NEW YORK (Reuters) - A federal judge rejected Bank of America Corp’s $33 million settlement with the U.S. Securities and Exchange Commission over Merrill Lynch & Co bonuses as a contrivance, and New York’s top legal officer prepared to sue senior bank executives.
New York Attorney General Andrew Cuomo may file civil charges against some Bank of America executives, including “some of the very highest-ranking,” over the companies’ January 1 merger, a person familiar with the probe said.
Chief Executive Kenneth Lewis and Chief Financial Officer Joseph Price could face civil fraud charges, the Wall Street Journal said, citing a person familiar with the probe.
A filing of charges would follow Monday’s rejection by U.S. District Judge Jed Rakoff of the bank’s settlement with the SEC, which he said “cannot remotely be called fair.”
Unhappy that the bank did not and was not forced to reveal which executives or lawyers knew of the bonuses, Rakoff called the settlement “a contrivance designed to provide the SEC with the facade of enforcement and the management of the bank with a quick resolution of an embarrassing inquiry — all at the expense of the sole alleged victims, the shareholders.”
Rakoff ordered the bank and the SEC to prepare for a trial that would begin by next February 1.
Cuomo had imposed a deadline of the end of Monday for Bank of America and Lewis to disclose more about the Merrill purchase. He is seeking more information about the bonuses and Merrill’s $15.8 billion fourth-quarter loss, including who knew what prior to December 5 shareholder votes to approve the merger.
“Individuals are at the heart of what the attorney general’s investigation is looking at,” according to the person familiar with the probe, who requested anonymity because the probe is ongoing.
Lewis was ousted as the bank’s chairman in April, and the Merrill merger has led many analysts and investors to question his hold on the chief executive job. Bank of America shares are down by half since the merger was announced last September 15.
Rakoff faulted the SEC for accepting the bank’s effort to invoke attorney-client privilege and avoid disclosing what executives and lawyers knew about its authorization for Merrill to pay up to $5.8 billion of bonuses, though it was clear the bank “blatantly” lied about the payouts.
The judge also questioned why shareholders victimized by the bank’s management should be responsible for any fine, especially as the bank would not admit to wrongdoing.
“It is a body blow to the SEC’s credibility,” said James Post, a governance and ethics professor at Boston University School of Management. “The bank, meanwhile, has no coherent strategy. Cuomo will not let go until he has the full story, and we don’t have that yet.”
Bank of America spokesman Scott Silvestri said the bank is prepared to litigate to show that its disclosures were proper, and will consider its legal options in the coming days.
SEC spokesman John Nester said the regulator will review Rakoff’s order. Cuomo’s office declined to elaborate on its September 8 letter to bank lawyers demanding more disclosure.

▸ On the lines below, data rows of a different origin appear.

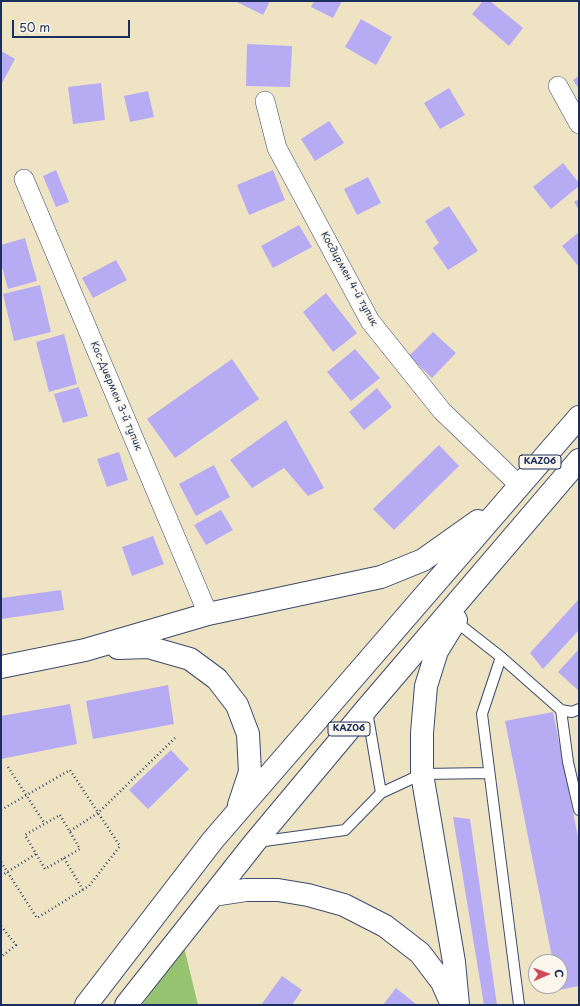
<!DOCTYPE html>
<html>
<head>
<meta charset="utf-8">
<style>
  body { margin:0 }
  #map { position:relative; width:580px; height:1006px; overflow:hidden; background:#eee4c4; font-family:"Playpen Sans",sans-serif }
  canvas { display:block }
  .frame { position:absolute; inset:0; border:2px solid #1b2f5e; pointer-events:none }
  .north { position:absolute; left:528px; top:954px; width:40px; height:40px; box-sizing:border-box; background:#fbf7ec; border:1px solid #a1a7b3; border-radius:50%; rotate:88deg; font-size:11px; font-weight:700; line-height:16px; text-align:center; color:#1b2f5e }
  .north::after { content:''; display:block; margin:auto; width:14px; height:18px; background:#d1495b; clip-path:polygon(50% 0,100% 100%,50% 72%,0 100%) }
  .scale { position:absolute; left:12px; top:20px; width:118px; height:18px; box-sizing:border-box; border:2px solid #1b2f5e; border-top:0; padding-left:5px; font-size:12px; line-height:14px; white-space:nowrap; color:#1b2f5e; -webkit-text-stroke:3px #fbf7ec; paint-order:stroke }
</style>
</head>
<body>
<div id="map">
<canvas width="580" height="1006"></canvas>
<div class="frame"></div>
<div class="north">С</div>
<div class="scale">50 m</div>
</div>
<script>
const ctx = document.querySelector('canvas').getContext('2d');
ctx.lineJoin = 'round';
function fillPath(path, color) {
  ctx.fillStyle = color;
  ctx.fill(path, 'evenodd');
}
function toPath(rows) {
  const path = new Path2D();
  for (const r of rows) {
    path.moveTo(r[0], r[1]);
    for (let i = 2; i < r.length; i += 2) path.lineTo(r[i], r[i + 1]);
  }
  return path;
}
function stroke(path, color, width, dash) {
  ctx.strokeStyle = color;
  ctx.lineWidth = width;
  ctx.lineCap = dash ? 'butt' : 'round';
  ctx.setLineDash(dash || []);
  ctx.stroke(path);
}
function drawText(font, color, halo, rows, align = 'center') {
  ctx.font = font + ' "Playpen Sans",sans-serif';
  ctx.lineWidth = 4;
  ctx.setLineDash([]);
  ctx.textBaseline = 'middle';
  ctx.strokeStyle = halo;
  ctx.fillStyle = color;
  for (const [text, x, y, turn = 0] of rows) {
    ctx.save();
    ctx.translate(x, y);
    ctx.rotate((+turn || 0) * Math.PI / 180);
    ctx.textAlign = isNaN(turn) ? turn : align;
    if (halo) ctx.strokeText(text, 0, 0);
    ctx.fillText(text, 0, 0);
    ctx.restore();
  }
}
fillPath(toPath([
  [184,947,198,1005,142,1005]
]), '#97c371');
fillPath(toPath([
  [235,1,270,1,263,15],
  [314,1,342,1,333,18,311,7],
  [483,1,490,1,523,28,509,46,472,14],
  [361,19,392,37,376,65,345,47],
  [247,44,292,46,290,87,246,86],
  [1,51,15,59,2,83,1,82],
  [579,76,579,89,573,80],
  [101,83,105,120,73,124,68,87],
  [449,88,465,115,440,129,424,103],
  [148,91,154,117,130,122,124,96],
  [329,121,344,143,315,161,301,139],
  [563,163,579,183,579,186,551,209,533,187],
  [56,170,69,202,56,207,43,176],
  [273,170,285,200,249,215,237,185],
  [368,177,381,203,357,215,344,189],
  [579,199,579,210,574,202],
  [449,206,478,251,448,270,433,248,439,243,425,221],
  [299,225,312,247,273,268,261,246],
  [579,232,579,267,562,246],
  [25,238,37,281,8,289,1,263,1,245],
  [116,260,127,280,93,298,82,278],
  [40,285,51,332,14,341,3,294],
  [326,293,357,333,333,352,303,312],
  [433,332,456,353,432,378,409,356],
  [64,334,77,384,49,392,36,342],
  [355,349,380,378,351,401,327,372],
  [232,359,259,399,175,458,147,419],
  [79,387,88,416,63,423,54,394],
  [377,388,392,407,364,430,349,412],
  [286,420,324,488,308,496,284,468,252,488,230,460],
  [439,445,459,466,394,530,373,509],
  [119,452,128,480,107,487,97,459],
  [214,465,230,497,196,516,179,484],
  [221,510,233,530,206,545,194,525],
  [153,536,164,564,132,576,122,547],
  [61,590,64,610,1,619,1,598],
  [579,599,579,630,543,669,530,653],
  [579,649,579,691,558,672],
  [168,685,174,724,93,739,86,701],
  [70,704,77,744,1,759,1,716],
  [553,712,579,842,579,986,559,990,560,962,553,962,505,721],
  [171,750,189,769,148,809,129,790],
  [453,817,470,819,497,1005,484,1005],
  [282,976,302,990,292,1005,261,1005],
  [396,988,417,1005,383,1005]
]), '#b7abf4');
const lane = toPath([
  [455,621,501,657,482,714,519,1005],
  [501,657,561,710,572,712,579,709],
  [561,710,568,762,579,810],
  [381,793,422,774,489,773],
  [257,842,345,830,381,793,367,711]
]);
const street = toPath([
  [558,86,579,124],
  [265,101,277,148,370,321,442,411,520,486],
  [24,179,208,614]
]);
const highway = toPath([
  [456,620,437,651,426,686,422,733,422,774,454,962,458,1005],
  [118,648,148,647,190,659,217,679,237,705,248,734,250,772,239,805],
  [1,667,85,650,208,614,381,577,423,560,478,521],
  [213,895,246,890,278,890,308,895,344,905,385,926,420,953,442,982,452,1005],
  [86,1005,213,840,579,417],
  [126,1005,255,842,367,708,579,460]
]);
stroke(lane, '#3b4a6d', 12);
stroke(street, '#3b4a6d', 20);
stroke(highway, '#3b4a6d', 24);
stroke(toPath([
  [8,767,45,824],
  [1,810,70,770,120,846,89,886,37,918,1,862],
  [60,815,80,849,45,869,25,835,60,815],
  [70,831,98,813,175,738],
  [64,858,83,890],
  [1,876,36,854],
  [1,926,16,945,1,957]
]), '#3b4a6d', 2.5, [1, 3]);
stroke(lane, '#fff', 10);
stroke(street, '#fff', 19);
stroke(highway, '#fff', 22);
for (const [x, y, w] of [
  [540,462,42],
  [349,729,42]
]) {
  const box = new Path2D();
  box.roundRect(x - w / 2, y - 7, w, 14, 3);
  ctx.fillStyle = '#fbf7ec';
  ctx.fill(box);
  stroke(box, '#1b2f5e', 1);
}
drawText('bold 9px', '#1b2f5e', null, [
  ["KАZ06",540,462],
  ["KАZ06",349,729]
]);
drawText('10px', '#1b2f5e', '#fbf7ec', [
  ["Косдирмен 4-й тупик",349,279,61],
  ["Кос-Диермен 3-й тупик",116,396,67]
]);
</script>
</body>
</html>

Rakoff’s decision came as U.S. President Barack Obama, marking the one-year anniversary of Lehman Brothers Holdings Inc’s bankruptcy, urged financial companies on Monday not to fight regulatory reform.
The settlement was to resolve SEC charges that the bank misled shareholders about having authorized the bonuses by not mentioning it in proxy statements for the merger.
Yet Rakoff said it “suggests a rather cynical relationship between the parties: the SEC gets to claim that it is exposing wrongdoing on the part of the Bank of America in a high-profile merger; the bank’s management gets to claim that they have been coerced into an onerous settlement by overzealous regulators. And all this is done at the expense, not only of the shareholders, but also of the truth.”
Professor James Cox, a law professor at Duke University in Durham, North Carolina, said: “Not enough judges are doing what Judge Rakoff is doing. Way too often, the true miscreants do not contribute anything toward the settlement.”
Bank of America agreed to buy Merrill after less than 48 hours of talks on the same weekend that Lehman was collapsing, but many of the alleged disclosure shortfalls came later.
“The niceties about disclosures to shareholders were considered to be secondary,” said Ronald Gilson, a law professor at both Columbia University and Stanford University.
Rakoff called it “absurd” to accept the SEC argument that a fine would help shareholders “better assess the quality and performance of management.”
Bank of America has received $45 billion of federal bailout money, including $20 billion to help absorb Merrill. Its shares closed up 2 cents at $16.99 on the New York Stock Exchange.
The case is SEC v. Bank of America Corp, U.S. District Court, Southern District of New York (Manhattan), No. 09-6829.